Along with goals and strategic plans, nonprofit leaders should shift their focus toward donor loyalty – retaining “quality, committed donors versus having a high quantity of donors,” NonProfit PRO said in its summary. Committed donors “will continue to give high-value gifts over a lifetime.

“Nonprofits also need to be more selective on who they put on their board of directors and make sure these individuals are best fit for the job,” the summary said. Taking advantage of technology is also critical.

The study was the effort of NonProfit PRO, NAPCO Research and MobileCause, which helps nonprofits lower the cost of fundraising.

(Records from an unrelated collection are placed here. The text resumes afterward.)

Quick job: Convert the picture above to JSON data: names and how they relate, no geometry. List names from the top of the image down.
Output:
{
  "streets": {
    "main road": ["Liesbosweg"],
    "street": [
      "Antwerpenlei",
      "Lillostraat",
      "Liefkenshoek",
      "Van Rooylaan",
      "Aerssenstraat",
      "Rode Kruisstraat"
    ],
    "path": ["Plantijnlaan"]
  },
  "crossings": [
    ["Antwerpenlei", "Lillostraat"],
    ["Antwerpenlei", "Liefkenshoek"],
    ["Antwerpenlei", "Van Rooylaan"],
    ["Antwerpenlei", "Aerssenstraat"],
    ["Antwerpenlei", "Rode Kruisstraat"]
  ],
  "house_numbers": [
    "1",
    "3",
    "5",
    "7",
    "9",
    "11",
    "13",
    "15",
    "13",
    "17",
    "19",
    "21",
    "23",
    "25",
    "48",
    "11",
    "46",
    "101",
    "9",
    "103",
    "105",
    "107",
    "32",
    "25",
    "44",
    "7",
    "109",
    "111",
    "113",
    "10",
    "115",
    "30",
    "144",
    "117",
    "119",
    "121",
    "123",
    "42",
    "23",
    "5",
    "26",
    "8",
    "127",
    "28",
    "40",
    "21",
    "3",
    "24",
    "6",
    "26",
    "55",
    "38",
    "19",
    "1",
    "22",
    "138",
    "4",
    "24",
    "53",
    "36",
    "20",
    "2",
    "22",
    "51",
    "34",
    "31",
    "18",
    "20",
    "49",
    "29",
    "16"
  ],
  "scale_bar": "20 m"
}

NonProfit PRO, which has a magazine, website and daily e-newsletter, called its study a one-of-a-kind look at nonprofit leadership. A survey about leadership strategies was sent in December to its audience to discover how nonprofit leadership teams are managing daily business operations. About 480 surveys were completed. Twenty-six percent of respondents work in human service nonprofits.

Representatives from arts, culture and humanities represented 13 percent and those in education nonprofits represented another 13 percent. Smaller responses came from areas including religion/faith-based – 7 percent; and youth development – 5 percent.

Based on survey results, 72 percent of nonprofits struggle with making sure board members are actively fundraising and/or keeping them motivated to do so.

The study went on to suggest that organizations consider background checks on potential board members to discover their previous fundraising success.

The survey also showed 53 percent of nonprofits struggle with finding “quality board members who are passionate about the nonprofit's cause” and 52 percent struggle with establishing clear roles and expectations for each board member.

“Being in charge of a nonprofit's day-to-day operations is no easy feat,” the study said. “Whether you are president, CEO, chief development officer or even a board member, being a part of a successful operation takes dedication, patience, perseverance, teamwork and – quite often in the nonprofit space – resilience.”

Success, though, can be a relative term, the study noted. But finances in every aspect seemed to be part of the core of challenges.

Sixty-two percent of respondents cited lack of resources as a challenge and 45 percent cited donor acquisition. Staff turnover was noted by 37 percent of respondents. Just 25 percent of respondents, however, said they instituted staff management processes for better project management for when turnover occurs.